Earnings Gains to Technical and Vocational Education[iii]

The wage data in Table 3 suggest that workers who complete a vocational or technical degree can expect to earn significantly higher wages over their working lifetime than those who complete no formal education beyond high school. The Bureau of Labor Statistics (2002) finds that all forms of formal education beyond high school translate into faster wage growth over a worker’s career. Using the National Longitudinal Survey of youth from 1979 to 2000, BLS finds that for “every age category, growth rates in inflation-adjusted hourly earnings generally were higher for workers with more education.” Those receiving education beyond high school but less than a bachelor’s degree enjoyed inflation-adjusted wage growth in the 22-year period of between 0.4 percent and 1.4 percent per year higher than high school graduates.

The Census Bureau (2002) finds that a typical 25-year-old full-time worker who completes education beyond high school but less than a bachelor’s degree will add approximately $300,000-400,000 to their inflation adjusted future earnings. Grubb (1996) also finds that undertaking vocational and technical training increases a worker’s likelihood of becoming a professional or manager relative to those with no training beyond high school. In addition, based on findings in the 2003 Census Supplemental Survey, workers with vocational training have higher labor force participation rates, enjoy a widening of the earnings gap after the age of 50, and experience lower rates of unemployment.

Wage Gains Due to Education versus Other Factors

Although studies of the returns to education often credit the full amount of the reported wage differential to added education, the higher earnings present in the data cannot be attributed solely to education and training. Many other well-known factors play an important role in determining the stream of earnings over the work life. The most important of these factors is selection bias, or the tendency for those with more natural ability to seek more education and subsequently earn higher wages. The parent’s income and education and type of high school curriculum are also believed to drive the decision to seek further education and thus affect wage rates over the work life cycle. The observed wage gains following vocational training may merely reflect greater ability or other forms of added preparation for entering the labor market.
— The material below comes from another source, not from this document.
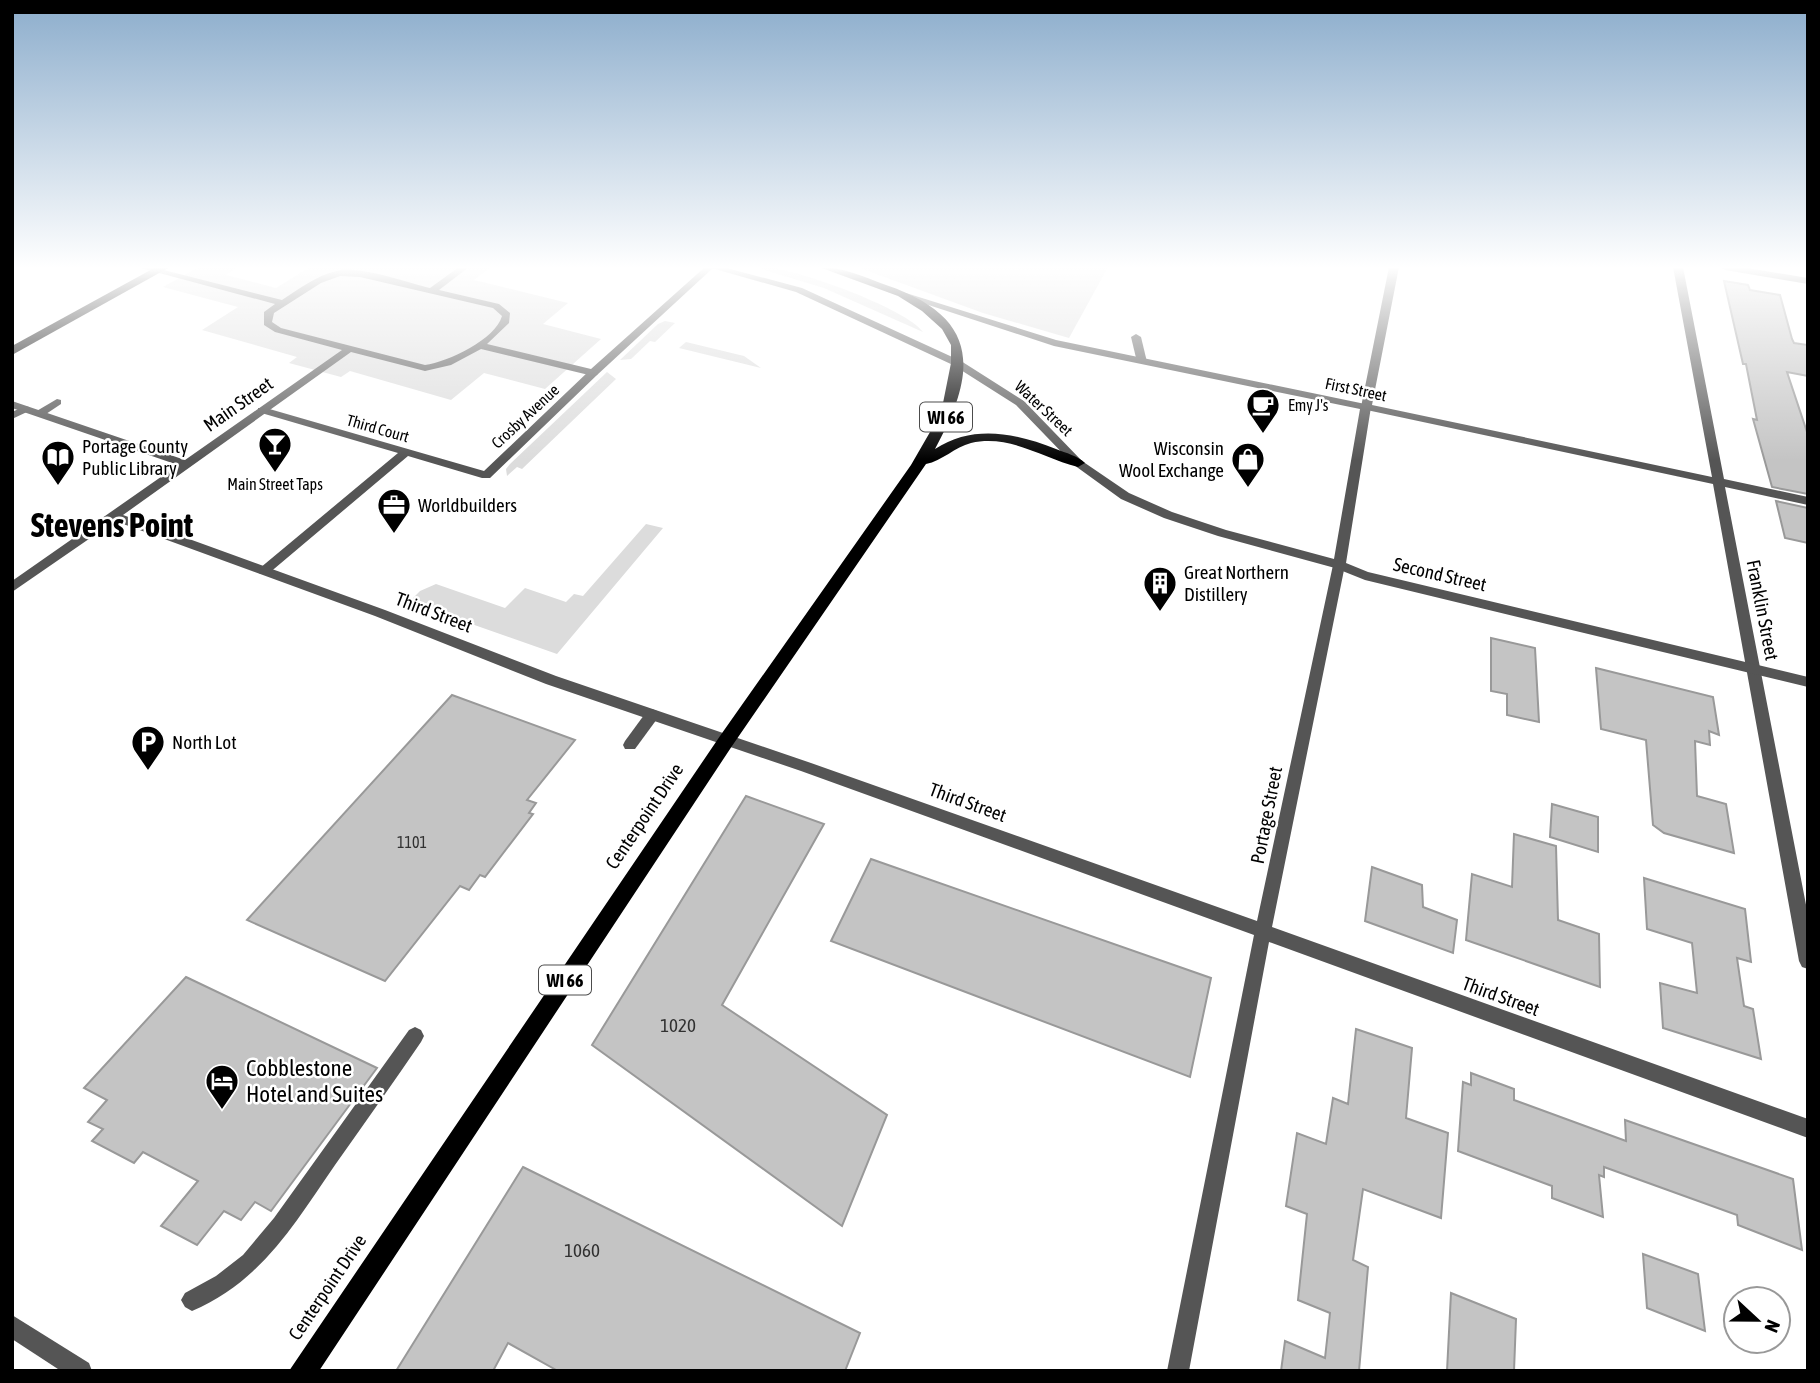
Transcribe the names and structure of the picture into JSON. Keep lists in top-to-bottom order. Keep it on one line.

Other factors specific to technical and vocational education complicate the process of identifying the wage gains that can be attributed solely to training. Many of the skills acquired can be learned either on the job or through self-training, and the skills may diminish in value over time, some very quickly after program completion. Research also shows that the returns to vocational and technical education are substantially higher for those who find employment related to their area of training as well as for those with prior work experience in the field of training. Outcomes also differ based on the field of study and length of the training program, where better outcomes are observed for those obtaining training in health and technical fields, and generally higher returns in all fields as the amount of training increases. Geography also matters, with program completers working in rural areas generally earning less than those finding jobs in metropolitan areas. There are also quantifiable differences in earnings outcomes based on the sex and race of the trainee. Other studies find that some kinds of technical and vocational training – particularly programs for the disabled and disadvantaged that do not prepare trainees to enter the competitive job market and occupations such as child care – may provide no economic benefit at all.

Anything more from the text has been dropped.